SUPPLIED RECORDS
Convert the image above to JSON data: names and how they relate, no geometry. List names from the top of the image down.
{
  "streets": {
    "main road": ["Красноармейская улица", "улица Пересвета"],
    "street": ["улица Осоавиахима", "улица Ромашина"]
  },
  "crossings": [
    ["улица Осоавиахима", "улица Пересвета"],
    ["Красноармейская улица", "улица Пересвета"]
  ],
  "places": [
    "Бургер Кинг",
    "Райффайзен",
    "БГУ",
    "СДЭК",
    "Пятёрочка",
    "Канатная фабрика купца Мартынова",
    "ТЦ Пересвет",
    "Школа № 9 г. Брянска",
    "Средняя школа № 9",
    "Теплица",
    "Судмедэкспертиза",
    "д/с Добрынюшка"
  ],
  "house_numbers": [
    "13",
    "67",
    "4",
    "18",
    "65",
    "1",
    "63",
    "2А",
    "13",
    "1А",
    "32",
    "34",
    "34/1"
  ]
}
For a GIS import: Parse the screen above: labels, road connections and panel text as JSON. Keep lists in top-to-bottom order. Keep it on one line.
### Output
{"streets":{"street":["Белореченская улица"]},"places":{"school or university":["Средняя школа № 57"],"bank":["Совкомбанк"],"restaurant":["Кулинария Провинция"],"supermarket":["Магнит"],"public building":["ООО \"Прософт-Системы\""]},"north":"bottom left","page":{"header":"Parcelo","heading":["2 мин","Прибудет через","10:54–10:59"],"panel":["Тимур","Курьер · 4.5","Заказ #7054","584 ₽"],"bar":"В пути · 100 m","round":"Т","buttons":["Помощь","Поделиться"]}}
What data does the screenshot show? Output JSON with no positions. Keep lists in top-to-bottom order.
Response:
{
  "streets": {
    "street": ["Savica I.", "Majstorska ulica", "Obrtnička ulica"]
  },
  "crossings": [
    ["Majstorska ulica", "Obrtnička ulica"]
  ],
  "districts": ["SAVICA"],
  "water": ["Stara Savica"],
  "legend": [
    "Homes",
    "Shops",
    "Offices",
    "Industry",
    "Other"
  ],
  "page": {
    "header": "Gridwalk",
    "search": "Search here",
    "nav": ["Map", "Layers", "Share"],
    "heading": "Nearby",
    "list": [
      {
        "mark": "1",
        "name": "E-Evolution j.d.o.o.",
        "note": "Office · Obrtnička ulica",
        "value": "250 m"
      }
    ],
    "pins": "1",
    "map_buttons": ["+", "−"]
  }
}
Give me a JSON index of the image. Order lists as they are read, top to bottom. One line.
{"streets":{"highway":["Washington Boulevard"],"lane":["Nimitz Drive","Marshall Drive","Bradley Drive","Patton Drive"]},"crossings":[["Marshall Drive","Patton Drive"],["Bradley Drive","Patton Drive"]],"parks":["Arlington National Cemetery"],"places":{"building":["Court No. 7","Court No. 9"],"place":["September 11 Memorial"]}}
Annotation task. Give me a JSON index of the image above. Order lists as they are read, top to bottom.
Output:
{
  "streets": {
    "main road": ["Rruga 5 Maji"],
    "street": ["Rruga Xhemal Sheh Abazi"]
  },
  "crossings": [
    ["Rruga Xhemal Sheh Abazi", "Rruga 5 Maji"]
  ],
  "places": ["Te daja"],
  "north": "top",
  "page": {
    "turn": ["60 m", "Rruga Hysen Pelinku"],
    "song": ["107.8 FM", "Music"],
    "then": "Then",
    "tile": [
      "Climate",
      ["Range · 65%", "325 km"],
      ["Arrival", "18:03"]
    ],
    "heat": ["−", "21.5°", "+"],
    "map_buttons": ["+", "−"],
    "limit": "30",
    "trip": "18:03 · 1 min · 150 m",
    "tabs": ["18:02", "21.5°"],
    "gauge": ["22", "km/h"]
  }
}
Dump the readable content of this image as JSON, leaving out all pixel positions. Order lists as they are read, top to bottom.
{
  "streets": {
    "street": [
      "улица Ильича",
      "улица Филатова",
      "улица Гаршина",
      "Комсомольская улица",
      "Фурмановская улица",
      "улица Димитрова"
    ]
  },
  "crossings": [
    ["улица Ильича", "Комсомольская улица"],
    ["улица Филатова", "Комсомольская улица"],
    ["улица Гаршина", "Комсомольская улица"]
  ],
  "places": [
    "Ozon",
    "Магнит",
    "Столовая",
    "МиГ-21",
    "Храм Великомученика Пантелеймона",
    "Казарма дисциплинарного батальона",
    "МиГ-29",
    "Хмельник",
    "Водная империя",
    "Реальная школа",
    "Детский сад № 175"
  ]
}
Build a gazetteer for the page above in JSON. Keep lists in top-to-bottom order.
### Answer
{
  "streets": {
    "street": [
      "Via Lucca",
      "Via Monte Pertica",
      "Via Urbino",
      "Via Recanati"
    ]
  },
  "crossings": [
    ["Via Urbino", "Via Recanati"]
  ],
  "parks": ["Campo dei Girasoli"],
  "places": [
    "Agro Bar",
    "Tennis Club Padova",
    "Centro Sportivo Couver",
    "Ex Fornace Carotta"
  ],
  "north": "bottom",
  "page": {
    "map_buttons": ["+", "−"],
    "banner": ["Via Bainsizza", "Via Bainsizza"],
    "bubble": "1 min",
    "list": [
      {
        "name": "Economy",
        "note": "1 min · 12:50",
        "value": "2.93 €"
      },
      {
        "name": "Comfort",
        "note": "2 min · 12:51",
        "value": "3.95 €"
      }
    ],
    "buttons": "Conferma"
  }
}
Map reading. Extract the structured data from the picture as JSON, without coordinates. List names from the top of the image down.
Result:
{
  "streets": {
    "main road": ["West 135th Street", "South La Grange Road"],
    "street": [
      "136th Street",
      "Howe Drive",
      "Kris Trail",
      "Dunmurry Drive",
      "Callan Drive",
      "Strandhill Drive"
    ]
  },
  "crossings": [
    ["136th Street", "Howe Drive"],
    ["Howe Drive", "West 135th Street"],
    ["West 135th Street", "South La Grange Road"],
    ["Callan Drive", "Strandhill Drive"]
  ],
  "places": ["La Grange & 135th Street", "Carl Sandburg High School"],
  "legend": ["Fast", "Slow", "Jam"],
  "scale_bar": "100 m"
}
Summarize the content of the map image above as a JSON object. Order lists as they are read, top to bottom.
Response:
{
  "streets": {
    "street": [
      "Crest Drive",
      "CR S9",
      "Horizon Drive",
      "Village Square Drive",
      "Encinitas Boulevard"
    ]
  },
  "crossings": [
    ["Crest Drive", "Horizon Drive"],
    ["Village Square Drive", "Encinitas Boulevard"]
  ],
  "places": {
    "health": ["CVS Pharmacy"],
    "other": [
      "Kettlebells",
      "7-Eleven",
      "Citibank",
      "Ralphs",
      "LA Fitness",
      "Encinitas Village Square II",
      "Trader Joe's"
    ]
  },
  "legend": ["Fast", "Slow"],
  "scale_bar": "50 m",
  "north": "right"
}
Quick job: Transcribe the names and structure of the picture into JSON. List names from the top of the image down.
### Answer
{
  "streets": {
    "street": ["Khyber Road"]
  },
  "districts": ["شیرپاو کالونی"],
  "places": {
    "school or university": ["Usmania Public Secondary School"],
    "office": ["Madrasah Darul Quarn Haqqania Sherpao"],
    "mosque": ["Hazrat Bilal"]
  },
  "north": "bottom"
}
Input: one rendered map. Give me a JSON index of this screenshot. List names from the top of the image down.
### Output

WHAT YOU NEED TO DO
Using only the entries above, output the line with "Build a gazetteer", the line with "Summarize the content", and all lines between them, exactly as they stand.

WORKED SOLUTION
Build a gazetteer for the page above in JSON. Keep lists in top-to-bottom order.
### Answer
{
  "streets": {
    "street": [
      "Via Lucca",
      "Via Monte Pertica",
      "Via Urbino",
      "Via Recanati"
    ]
  },
  "crossings": [
    ["Via Urbino", "Via Recanati"]
  ],
  "parks": ["Campo dei Girasoli"],
  "places": [
    "Agro Bar",
    "Tennis Club Padova",
    "Centro Sportivo Couver",
    "Ex Fornace Carotta"
  ],
  "north": "bottom",
  "page": {
    "map_buttons": ["+", "−"],
    "banner": ["Via Bainsizza", "Via Bainsizza"],
    "bubble": "1 min",
    "list": [
      {
        "name": "Economy",
        "note": "1 min · 12:50",
        "value": "2.93 €"
      },
      {
        "name": "Comfort",
        "note": "2 min · 12:51",
        "value": "3.95 €"
      }
    ],
    "buttons": "Conferma"
  }
}
Map reading. Extract the structured data from the picture as JSON, without coordinates. List names from the top of the image down.
Result:
{
  "streets": {
    "main road": ["West 135th Street", "South La Grange Road"],
    "street": [
      "136th Street",
      "Howe Drive",
      "Kris Trail",
      "Dunmurry Drive",
      "Callan Drive",
      "Strandhill Drive"
    ]
  },
  "crossings": [
    ["136th Street", "Howe Drive"],
    ["Howe Drive", "West 135th Street"],
    ["West 135th Street", "South La Grange Road"],
    ["Callan Drive", "Strandhill Drive"]
  ],
  "places": ["La Grange & 135th Street", "Carl Sandburg High School"],
  "legend": ["Fast", "Slow", "Jam"],
  "scale_bar": "100 m"
}
Summarize the content of the map image above as a JSON object. Order lists as they are read, top to bottom.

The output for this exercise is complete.